[PROBLEM DETAILS]
Every record is to be printed exactly as written, and any picture in it is skipped.

[MATERIAL FOR THE TASK]
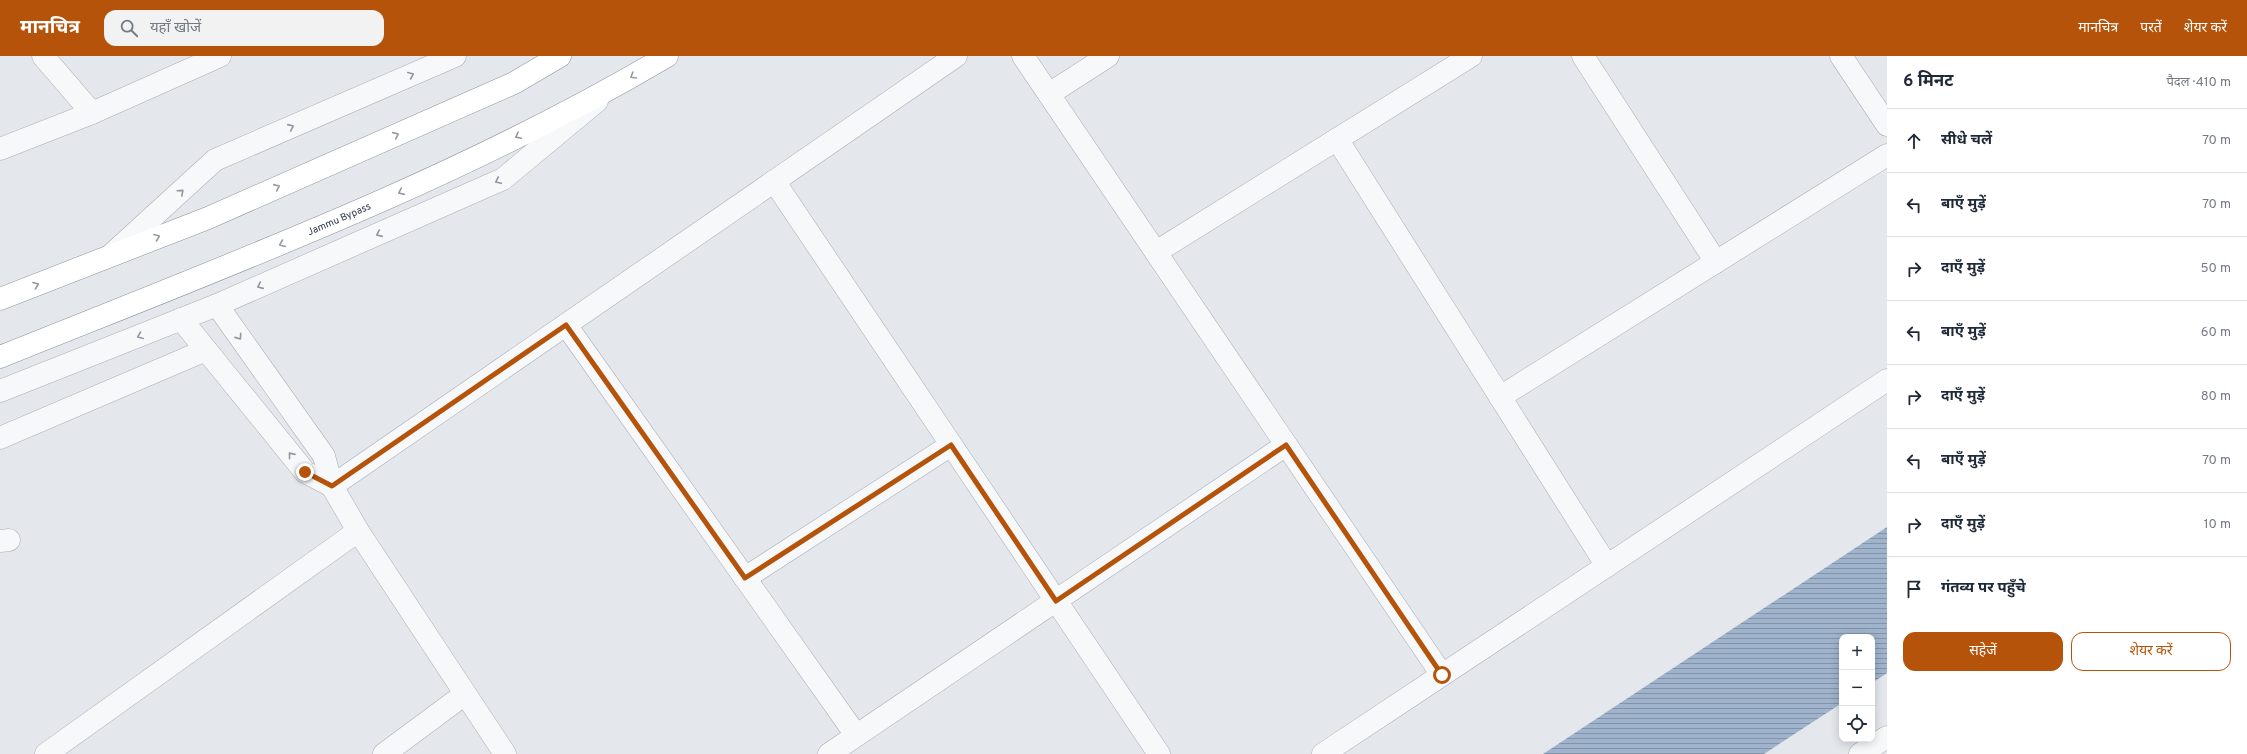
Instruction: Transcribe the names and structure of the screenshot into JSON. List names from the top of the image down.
{
  "streets": {
    "highway": ["Jammu Bypass"]
  },
  "page": {
    "header": "मानचित्र",
    "search": "यहाँ खोजें",
    "nav": ["मानचित्र", "परतें", "शेयर करें"],
    "heading": ["6 मिनट", "पैदल · 410 m"],
    "list": [
      ["सीधे चलें", "70 m"],
      ["बाएँ मुड़ें", "70 m"],
      ["दाएँ मुड़ें", "50 m"],
      ["बाएँ मुड़ें", "60 m"],
      ["दाएँ मुड़ें", "80 m"],
      ["बाएँ मुड़ें", "70 m"],
      ["दाएँ मुड़ें", "10 m"],
      "गंतव्य पर पहुँचे"
    ],
    "buttons": ["सहेजें", "शेयर करें"],
    "map_buttons": ["+", "−"]
  }
}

[ANSWER SECTION]
Instruction: Transcribe the names and structure of the screenshot into JSON. List names from the top of the image down.
{
  "streets": {
    "highway": ["Jammu Bypass"]
  },
  "page": {
    "header": "मानचित्र",
    "search": "यहाँ खोजें",
    "nav": ["मानचित्र", "परतें", "शेयर करें"],
    "heading": ["6 मिनट", "पैदल · 410 m"],
    "list": [
      ["सीधे चलें", "70 m"],
      ["बाएँ मुड़ें", "70 m"],
      ["दाएँ मुड़ें", "50 m"],
      ["बाएँ मुड़ें", "60 m"],
      ["दाएँ मुड़ें", "80 m"],
      ["बाएँ मुड़ें", "70 m"],
      ["दाएँ मुड़ें", "10 m"],
      "गंतव्य पर पहुँचे"
    ],
    "buttons": ["सहेजें", "शेयर करें"],
    "map_buttons": ["+", "−"]
  }
}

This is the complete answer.